### Exercise inputs ###
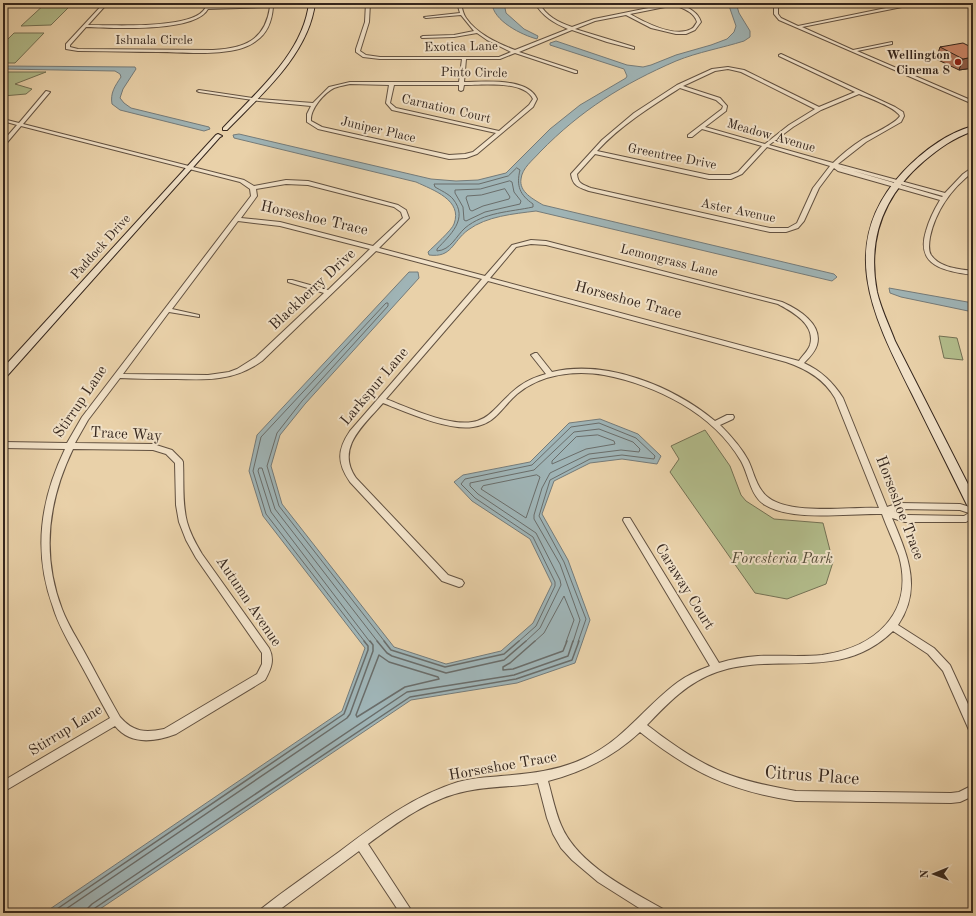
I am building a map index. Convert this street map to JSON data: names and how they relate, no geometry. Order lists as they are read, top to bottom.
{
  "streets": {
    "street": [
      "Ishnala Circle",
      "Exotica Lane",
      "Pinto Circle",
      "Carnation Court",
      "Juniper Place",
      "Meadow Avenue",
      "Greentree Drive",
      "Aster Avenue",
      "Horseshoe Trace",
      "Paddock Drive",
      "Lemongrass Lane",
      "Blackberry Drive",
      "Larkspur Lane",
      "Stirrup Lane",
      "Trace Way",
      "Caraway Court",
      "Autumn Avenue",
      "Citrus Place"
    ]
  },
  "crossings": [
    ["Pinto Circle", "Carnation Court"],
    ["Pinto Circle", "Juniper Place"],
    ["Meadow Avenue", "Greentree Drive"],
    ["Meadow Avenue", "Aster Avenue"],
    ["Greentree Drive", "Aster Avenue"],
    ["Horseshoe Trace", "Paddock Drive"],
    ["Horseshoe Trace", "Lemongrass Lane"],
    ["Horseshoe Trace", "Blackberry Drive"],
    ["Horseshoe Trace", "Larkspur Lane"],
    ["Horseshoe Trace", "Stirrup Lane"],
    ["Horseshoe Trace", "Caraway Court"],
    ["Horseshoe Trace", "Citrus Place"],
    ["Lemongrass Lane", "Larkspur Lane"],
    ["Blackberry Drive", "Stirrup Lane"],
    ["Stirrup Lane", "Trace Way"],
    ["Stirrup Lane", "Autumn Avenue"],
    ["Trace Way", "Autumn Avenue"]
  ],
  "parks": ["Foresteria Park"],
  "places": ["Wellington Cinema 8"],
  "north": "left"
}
###
Repeat the records above verbatim. Include none of the pictures.

I am building a map index. Convert this street map to JSON data: names and how they relate, no geometry. Order lists as they are read, top to bottom.
{
  "streets": {
    "street": [
      "Ishnala Circle",
      "Exotica Lane",
      "Pinto Circle",
      "Carnation Court",
      "Juniper Place",
      "Meadow Avenue",
      "Greentree Drive",
      "Aster Avenue",
      "Horseshoe Trace",
      "Paddock Drive",
      "Lemongrass Lane",
      "Blackberry Drive",
      "Larkspur Lane",
      "Stirrup Lane",
      "Trace Way",
      "Caraway Court",
      "Autumn Avenue",
      "Citrus Place"
    ]
  },
  "crossings": [
    ["Pinto Circle", "Carnation Court"],
    ["Pinto Circle", "Juniper Place"],
    ["Meadow Avenue", "Greentree Drive"],
    ["Meadow Avenue", "Aster Avenue"],
    ["Greentree Drive", "Aster Avenue"],
    ["Horseshoe Trace", "Paddock Drive"],
    ["Horseshoe Trace", "Lemongrass Lane"],
    ["Horseshoe Trace", "Blackberry Drive"],
    ["Horseshoe Trace", "Larkspur Lane"],
    ["Horseshoe Trace", "Stirrup Lane"],
    ["Horseshoe Trace", "Caraway Court"],
    ["Horseshoe Trace", "Citrus Place"],
    ["Lemongrass Lane", "Larkspur Lane"],
    ["Blackberry Drive", "Stirrup Lane"],
    ["Stirrup Lane", "Trace Way"],
    ["Stirrup Lane", "Autumn Avenue"],
    ["Trace Way", "Autumn Avenue"]
  ],
  "parks": ["Foresteria Park"],
  "places": ["Wellington Cinema 8"],
  "north": "left"
}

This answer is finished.